Coffee shop restroom graffiti and their implications for management inquiries [study]

“My intention is to explore what happens when an organization’s bathroom becomes the locus of heated debate and cynical resignation. In contrast to viewing this rarely studied space as irrelevant to culture and identity, I argue that addressing such a space as culturally important has strong implications for understanding how authorship is constituted in organizations.“

So explains Professor Gazi Islam (now at the Grenoble Ecole de Management, France) in an article entitled : Backstage Discourse and the Emergence of Organizational Voices: Exploring Graffiti and Organization. (Journal of Management Inquiry, Volume: 19 issue: 3, page(s): 246-260)

The professor examined the dense and polyphonic communicative acts – in the form of graffiti – that had been found in the bathroom (restroom) of a locally-owned coffee shop in a medium-sized US city.

Graffiti were recorded approximately bi-weekly over 3 years, resulting in 338 separate entries of graffiti texts. Which were subsequently incorporated into a working categorization scheme based on their discursive functions.
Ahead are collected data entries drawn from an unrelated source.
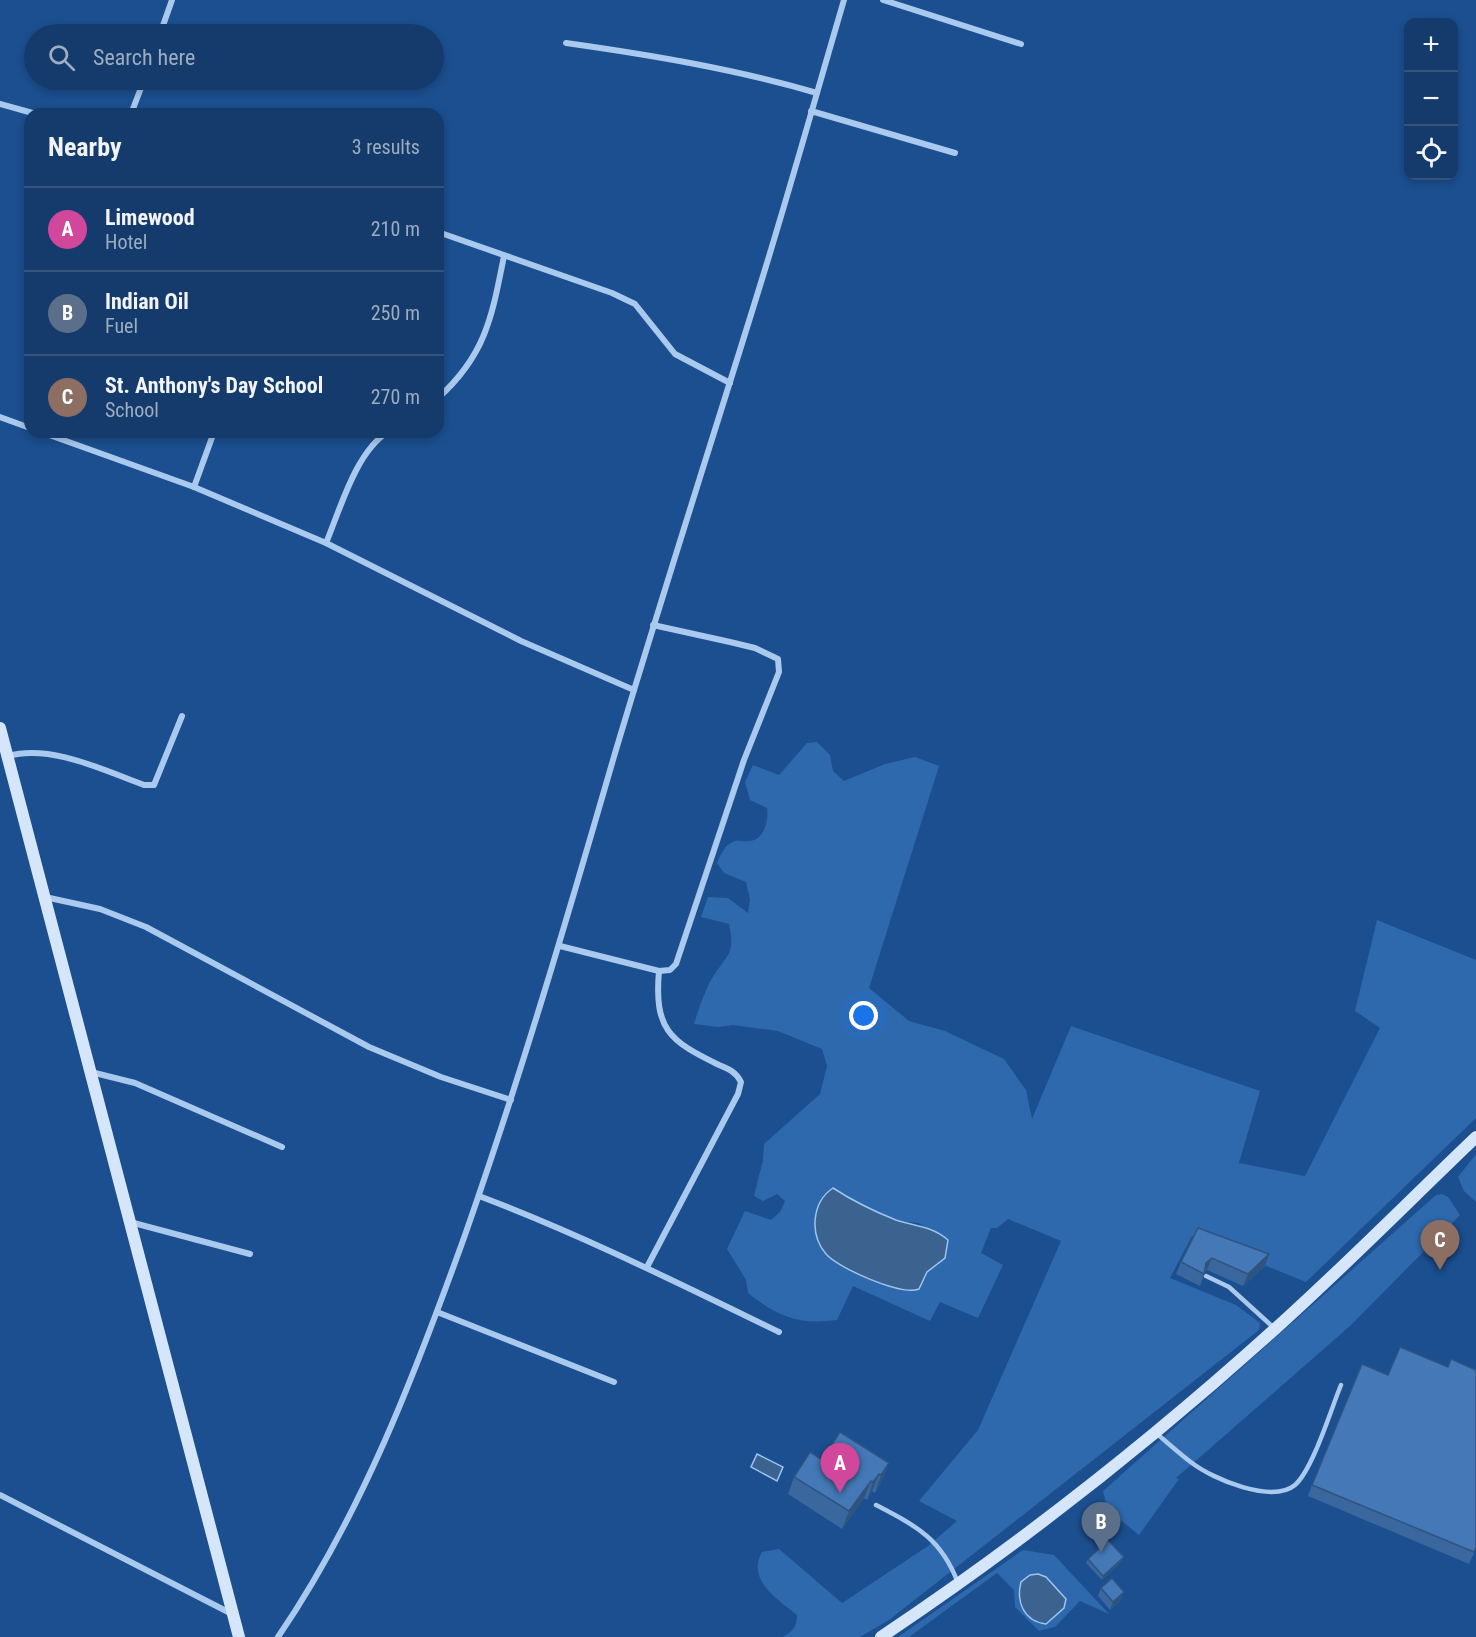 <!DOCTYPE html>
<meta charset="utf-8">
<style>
body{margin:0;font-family:"Roboto Condensed",sans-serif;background:#1d4271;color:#f1f3f6}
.controls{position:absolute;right:18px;top:18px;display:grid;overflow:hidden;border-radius:12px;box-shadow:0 3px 9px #0003}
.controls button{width:54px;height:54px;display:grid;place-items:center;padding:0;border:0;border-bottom:2px solid #33557e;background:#143b6b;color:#f1f3f6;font:30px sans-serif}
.you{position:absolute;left:864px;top:1016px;width:21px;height:21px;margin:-15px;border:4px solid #fff;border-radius:50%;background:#1a73e8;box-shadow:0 0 0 9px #1a73e833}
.badge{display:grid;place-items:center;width:39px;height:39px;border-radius:50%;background:#8c9099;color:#fff;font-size:20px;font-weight:700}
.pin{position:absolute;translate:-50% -50px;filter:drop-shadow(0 2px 3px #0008)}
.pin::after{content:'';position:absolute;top:32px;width:21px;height:18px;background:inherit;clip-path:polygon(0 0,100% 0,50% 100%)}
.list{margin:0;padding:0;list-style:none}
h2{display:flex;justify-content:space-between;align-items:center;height:78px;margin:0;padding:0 24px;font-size:26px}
h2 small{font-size:20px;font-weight:400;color:#9dadc1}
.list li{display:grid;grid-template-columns:39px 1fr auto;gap:18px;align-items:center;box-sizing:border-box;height:84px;padding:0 24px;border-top:2px solid #33557e}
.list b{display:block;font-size:22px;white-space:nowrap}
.list p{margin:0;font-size:20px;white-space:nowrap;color:#9dadc1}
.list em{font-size:20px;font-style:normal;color:#9dadc1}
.icon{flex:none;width:33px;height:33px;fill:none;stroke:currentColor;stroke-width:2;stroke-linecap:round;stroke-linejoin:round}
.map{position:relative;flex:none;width:1476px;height:1637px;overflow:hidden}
.search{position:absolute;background:#143b6b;box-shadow:0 3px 9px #0003;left:24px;top:24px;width:420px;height:66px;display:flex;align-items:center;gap:15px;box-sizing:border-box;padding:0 21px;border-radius:33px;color:#9dadc1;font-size:22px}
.panel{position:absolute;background:#143b6b;box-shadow:0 3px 9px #0003;left:24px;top:108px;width:420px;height:330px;border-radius:18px}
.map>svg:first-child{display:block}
.green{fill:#2e69ad;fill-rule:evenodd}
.water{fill:#3c6290;stroke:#9cc4f0;stroke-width:1.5}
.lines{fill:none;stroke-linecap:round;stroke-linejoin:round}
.lane{stroke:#a9c9ee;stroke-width:4.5}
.street{stroke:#a9c9ee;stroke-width:6}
.secondary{stroke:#d6e6fa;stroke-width:12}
.wall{fill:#3a679d}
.shaded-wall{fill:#305480}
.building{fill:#4478b7;stroke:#305480;stroke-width:1.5}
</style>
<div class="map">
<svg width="1476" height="1637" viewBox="0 0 1476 1637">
<rect width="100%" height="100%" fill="#1b4f8f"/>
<g class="green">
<path d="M817,742L830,755L833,771L844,781L885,764L915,757L939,766L869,988L909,1021L945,1031L1004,1059L1026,1090L1032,1119L1071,1026L1260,1091L1239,1163L1305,1176L1380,1028L1355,1011L1377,920L1476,960V1118L1306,1282L1192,1236L1170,1278L1236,1305L1260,1323L1259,1330L889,1620L860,1637H783C793,1631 797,1627 797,1615C778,1600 746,1580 762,1552L779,1549L842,1603L928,1546L957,1521L919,1501L978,1430L1061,1241L1008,1219L997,1228H991L981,1253L1003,1265L978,1318L940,1302L930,1321L853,1286L837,1320C799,1325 778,1317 748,1293L746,1280L727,1249L745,1211L771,1220L780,1212L785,1201L777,1194L763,1201L754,1196L763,1160L764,1144L820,1094L827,1066L822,1049L778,1031L733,1025L718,1027L694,1024C699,1008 705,989 714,975C729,953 735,953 729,924L701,917L708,897L728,898L748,913L750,899L746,882L724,873L717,863C721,854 724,845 735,841C739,840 744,842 749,841C764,841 769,820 767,808L750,800L745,782L753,765L779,775L807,743ZM832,1188L860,1205L900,1221L918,1223L941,1234L945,1258L927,1272L919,1289Z"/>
<path d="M1476,1154V1202L1464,1191L1458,1177Z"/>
<path d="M1442,1194L1448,1197L1460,1215L1350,1326L1176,1478L1179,1479L1139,1535L1108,1510L1103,1491L1436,1195Z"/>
<path d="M1023,1550L1054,1555L1109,1614L1080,1601L1055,1627L1039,1631L1015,1607L1014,1590L997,1573L909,1637H898Z"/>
</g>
<g class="water">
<path d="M833,1188C853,1201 873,1211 896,1220C914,1226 932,1226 948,1240L945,1258L927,1272L919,1289C901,1296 838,1268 826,1254C809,1234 812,1202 833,1188Z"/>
<path d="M757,1454L783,1467L777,1481L751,1467Z"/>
<path d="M1038,1574L1046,1577L1066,1599L1064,1608L1046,1624C1023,1621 1016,1601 1021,1582L1030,1575Z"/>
</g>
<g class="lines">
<g class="lane">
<path d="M1206,1276L1229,1287L1273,1327"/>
<path d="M1157,1434C1168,1443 1180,1454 1192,1463C1213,1479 1272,1504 1295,1485C1313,1469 1331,1409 1341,1385"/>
<path d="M876,1505C916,1526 941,1538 958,1583"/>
</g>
<g class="street">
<path d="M883,0L1021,44"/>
<path d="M160,34L172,0"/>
<path d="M566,43C651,55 735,69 817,93"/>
<path d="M0,104L36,114"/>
<path d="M811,111L955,153"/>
<path d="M131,114L144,80"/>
<path d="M438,232L612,293L635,304L675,354L730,383"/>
<path d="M438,398C486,355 492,316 504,256"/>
<path d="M0,417L30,428"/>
<path d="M41,432L194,487L326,543L521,641L634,690"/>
<path d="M194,487L214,432"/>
<path d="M326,543C340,510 356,451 388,432"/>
<path d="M8,756C51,744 103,770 144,785H154L182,716"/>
<path d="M45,897L100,909L146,927L369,1047L441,1077L511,1100"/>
<path d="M560,946L659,971L670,970L676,964L744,760L779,672L778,659L755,648L730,642L653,625"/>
<path d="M91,1072L135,1083L282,1147"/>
<path d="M479,1196C582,1235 680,1284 779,1332"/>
<path d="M130,1222L250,1254"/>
<path d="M647,1267L738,1094L741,1082C736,1072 729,1069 719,1065C669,1041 654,1029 659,971"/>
<path d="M437,1312L614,1382"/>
<path d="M0,1495L232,1614"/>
<path d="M278,1637C362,1514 415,1374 465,1235C520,1078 567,919 613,760C661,598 713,438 763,276C791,185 817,92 844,0"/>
</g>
<g class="secondary">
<path d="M0,728L239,1637"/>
<path d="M881,1637C1020,1544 1151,1441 1275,1329C1344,1267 1409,1201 1476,1137"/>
</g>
</g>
<g class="wall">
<path d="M1198,1228L1269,1254L1265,1266L1243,1286L1207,1270L1205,1272L1200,1286L1176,1274L1181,1262Z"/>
<path d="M1448,1367L1476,1370V1549L1469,1564L1308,1496L1312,1485L1388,1375Z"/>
<path d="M822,1460L889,1463L882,1480L875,1493L872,1491L867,1500L864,1498L842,1529L788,1494L794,1477Z"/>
<path d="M1088,1559L1122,1561L1102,1580L1086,1563Z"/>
<path d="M1101,1588L1121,1600L1110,1610L1098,1596Z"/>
</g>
<g class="shaded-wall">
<path d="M1269,1254L1265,1266L1243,1286L1248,1274Z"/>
<path d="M1212,1258L1207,1270L1203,1273L1206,1263Z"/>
<path d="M889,1463L882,1480L875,1493L881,1475Z"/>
<path d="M879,1474L872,1491L867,1500L873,1482Z"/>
<path d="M871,1481L864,1498L842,1529L849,1511Z"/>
<path d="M1124,1557L1122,1561L1102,1580L1103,1576Z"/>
<path d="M1124,1592L1121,1600L1110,1610L1113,1602Z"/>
</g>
<g class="building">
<path d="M1198,1228L1269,1254L1248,1274L1212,1258L1206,1263L1204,1274L1181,1262Z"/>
<path d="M1400,1347L1448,1367L1451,1359L1476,1370V1547L1474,1552L1312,1485L1362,1364L1388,1375Z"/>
<path d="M840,1432L889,1463L881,1475L879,1474L873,1482L871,1481L849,1511L794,1477L810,1452L822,1460Z"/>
<path d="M1108,1540L1124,1557L1103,1576L1088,1559Z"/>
<path d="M1112,1578L1124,1592L1113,1602L1101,1588Z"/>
</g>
</svg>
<div class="controls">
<button>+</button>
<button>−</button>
<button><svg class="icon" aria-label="locate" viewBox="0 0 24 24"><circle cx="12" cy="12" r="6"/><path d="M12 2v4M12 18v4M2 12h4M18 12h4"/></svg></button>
</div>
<div class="you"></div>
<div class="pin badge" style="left:840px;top:1493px;background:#d1479c">A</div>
<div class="pin badge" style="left:1101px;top:1552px;background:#5c6f8a">B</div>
<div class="pin badge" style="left:1440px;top:1270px;background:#8d6e63">C</div>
<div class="search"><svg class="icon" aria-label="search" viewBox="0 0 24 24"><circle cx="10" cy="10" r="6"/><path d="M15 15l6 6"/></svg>Search here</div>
<section class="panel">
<h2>Nearby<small>3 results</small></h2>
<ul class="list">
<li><span class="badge" style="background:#d1479c">A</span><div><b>Limewood</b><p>Hotel</p></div><em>210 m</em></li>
<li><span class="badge" style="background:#5c6f8a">B</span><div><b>Indian Oil</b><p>Fuel</p></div><em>250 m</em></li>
<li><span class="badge" style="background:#8d6e63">C</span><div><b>St. Anthony's Day School</b><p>School</p></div><em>270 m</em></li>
</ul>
</section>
</div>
“The phenomena I attempt to examine exist in dark corners of the organization but contain novel and interesting information, novel because seldom studied, and interesting, because they have managed to flourish, even in secrecy. These phenomena are organizational in the sense that civil society is political, that is, as spaces where meanings are established that do not enter the formal organizational registers. It is my hope that such a choice of research site, with its unique attributes, will open a door for future research into the more private spheres of organizations.”